The client SHOULD include the 'name' attribute to specify the 'resource' of all messages that it received from a room:

Example 7. Storing groupchat messages in a collection

    
<iq type='set' to='montague.net'>
  <store xmlns='http://jabber.org/protocol/archive'
         with='balcony@house.capulet.com'
         start='1469-07-21T03:16:37Z'>
    <from secs='0' name='benvolio'><body>She will indite him to some supper.</body></from>
    <from secs='5' name='mercutio'><body>A bawd, a bawd, a bawd! So ho!</body></from>
    <from secs='11' name='romeo'><body>What hast thou found?</body></from>
  </store>
</iq>

5. Retrieving a Collection

The client sends an empty <retrieve/> element to request the download of a collection:

Example 8. Requesting a collection

    
<iq type='get' to='montague.net'>
  <retrieve xmlns='http://jabber.org/protocol/archive'
            with='juliet@capulet.com'
            start='1469-07-21T02:56:15Z'/>
</iq>

Example 9. Receiving a collection

    
<iq type='result' to='montague.net'>
  <store xmlns='http://jabber.org/protocol/archive'
         with='juliet@capulet.com'
         start='1469-07-21T02:56:15Z'
         subject='She speaks!'>
    <from secs='0'><body>Art thou not Romeo, and a Montague?</body></from>
    <to secs='11'><body>Neither, fair saint, if either thee dislike.</body></to>
    <from secs='14'><body>How cam'st thou hither, tell me, and wherefore?</body></from>
  </store>
</iq>

If the collection does not exist then the server MUST return a Not Found error:

Example 10. Unsuccessful reply

    
<iq type='error' to='romeo@montague.net/orchard'>
  <error code='404' type='cancel'>
    <item-not-found xmlns='urn:ietf:params:xml:ns:xmpp-stanzas'/>
  </error>
</iq>

6. Removing Collections

To request the removal of a collection the client sends an empty <remove/> element.

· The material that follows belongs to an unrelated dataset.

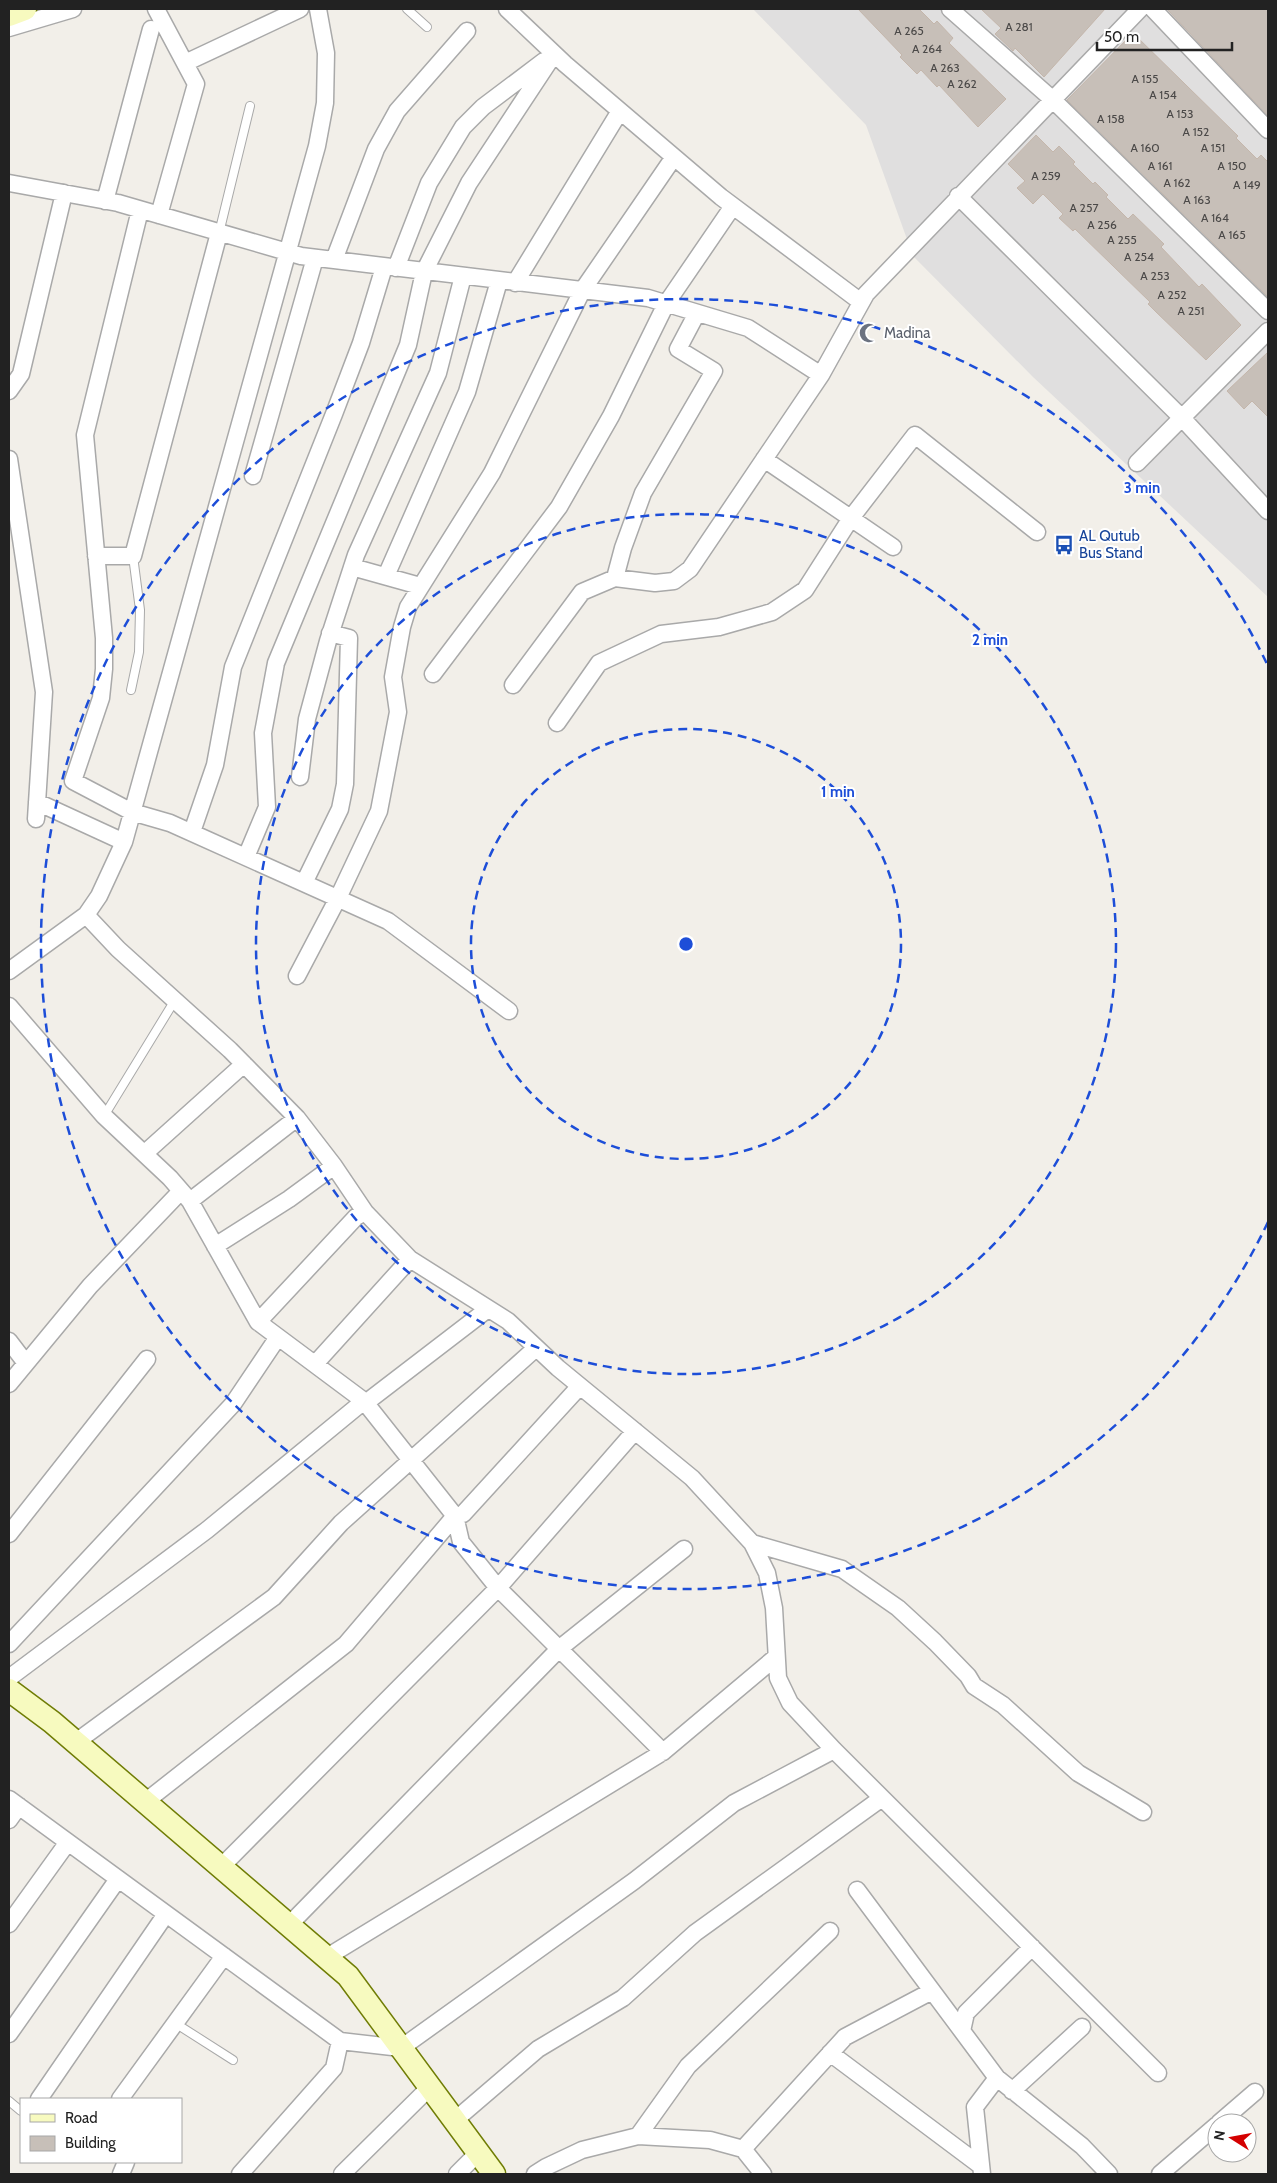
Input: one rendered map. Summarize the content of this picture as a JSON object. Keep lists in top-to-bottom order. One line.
{"places":{"mosque":["Madina"],"bus stop":["AL Qutub Bus Stand"]},"house_numbers":["A 281","A 265","A 264","A 263","A 155","A 262","A 154","A 153","A 158","A 152","A 160","A 151","A 161","A 150","A 259","A 162","A 149","A 163","A 257","A 164","A 256","A 165","A 255","A 254","A 253","A 252","A 251"],"legend":["Road","Building"],"scale_bar":"50 m","north":"left","rings":["3 min","2 min","1 min"]}
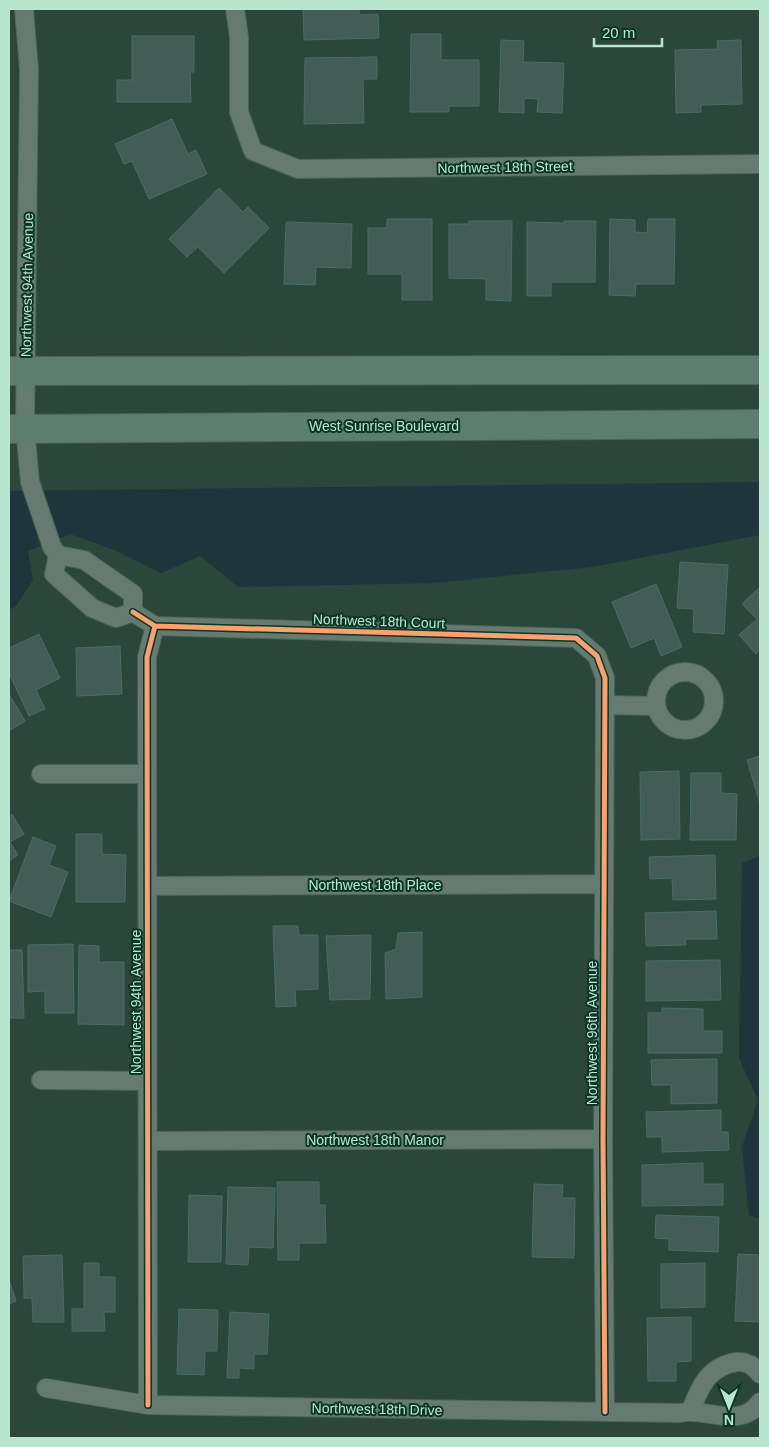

Example 11. Removing a single collection

    
<iq type='set' to='montague.net'>
  <remove xmlns='http://jabber.org/protocol/archive'
          with='juliet@capulet.com'
          start='1469-07-21T02:56:15Z'/>
</iq>

If the collection does not exist then the server MUST return a Not Found error:

Example 12. Unsuccessful reply

    
<iq type='error' to='romeo@montague.net/orchard'>
  <error code='404' type='cancel'>
    <item-not-found xmlns='urn:ietf:params:xml:ns:xmpp-stanzas'/>
  </error>
</iq>

The client may remove several collections at once. The 'start' and 'end' elements MAY be specified to indicate a date range.

Example 13. Removing all collections with a specified JID between two times

    
<iq type='set' to='montague.net'>
  <remove xmlns='http://jabber.org/protocol/archive'
          with='juliet@capulet.com'
          start='1469-07-21T02:00:00Z'
          end='1469-07-21T04:00:00Z'/>
</iq>

If the 'with' attribute is omitted then collections with any JID are removed.

If the end date is in the future then then all collections after the start date are removed.

Example 14. Removing all collections after a date

    
<iq type='set' to='montague.net'>
  <remove xmlns='http://jabber.org/protocol/archive'
          start='1469-07-21T02:00:00Z'
          end='2038-01-01T00:00:00Z'/>
</iq>

If the start date is before all the collections in the archive then all collections prior to the end date are removed.

Example 15. Removing all collections before a date

    
<iq type='set' to='montague.net'>
  <remove xmlns='http://jabber.org/protocol/archive'
          start='0000-01-01T00:00:00Z'
          end='1469-07-21T04:00:00Z'/>
</iq>

Example 16. Removing all collections

    
<iq type='set' to='montague.net'>
  <remove xmlns='http://jabber.org/protocol/archive'/>
</iq>

7. Obtaining a List of Collections

To request a list of collections the client sends an empty <list/> element. The 'start' and 'end' elements MAY be specified to indicate a date range.

If the 'with' attribute is omitted then collections with any JID are returned. If only 'start' is specified then all collections on or after that date should be returned. If only 'end' is specified then all collections prior to that date should be returned.

Example 17. Requesting a list

    
<iq type='get' to='montague.net'>
  <list xmlns='http://jabber.org/protocol/archive'
        with='juliet@capulet.com'
        start='1469-07-21T02:00:00Z'
        end='1479-07-21T04:00:00Z'/>
</iq>

Example 18. Requesting a list of all collections with a JID

    
<iq type='get' to='montague.net'>
  <list xmlns='http://jabber.org/protocol/archive'
        with='juliet@capulet.com'/>
</iq>

The client MAY limit the number of items returned by the server with the 'maxitems' attribute.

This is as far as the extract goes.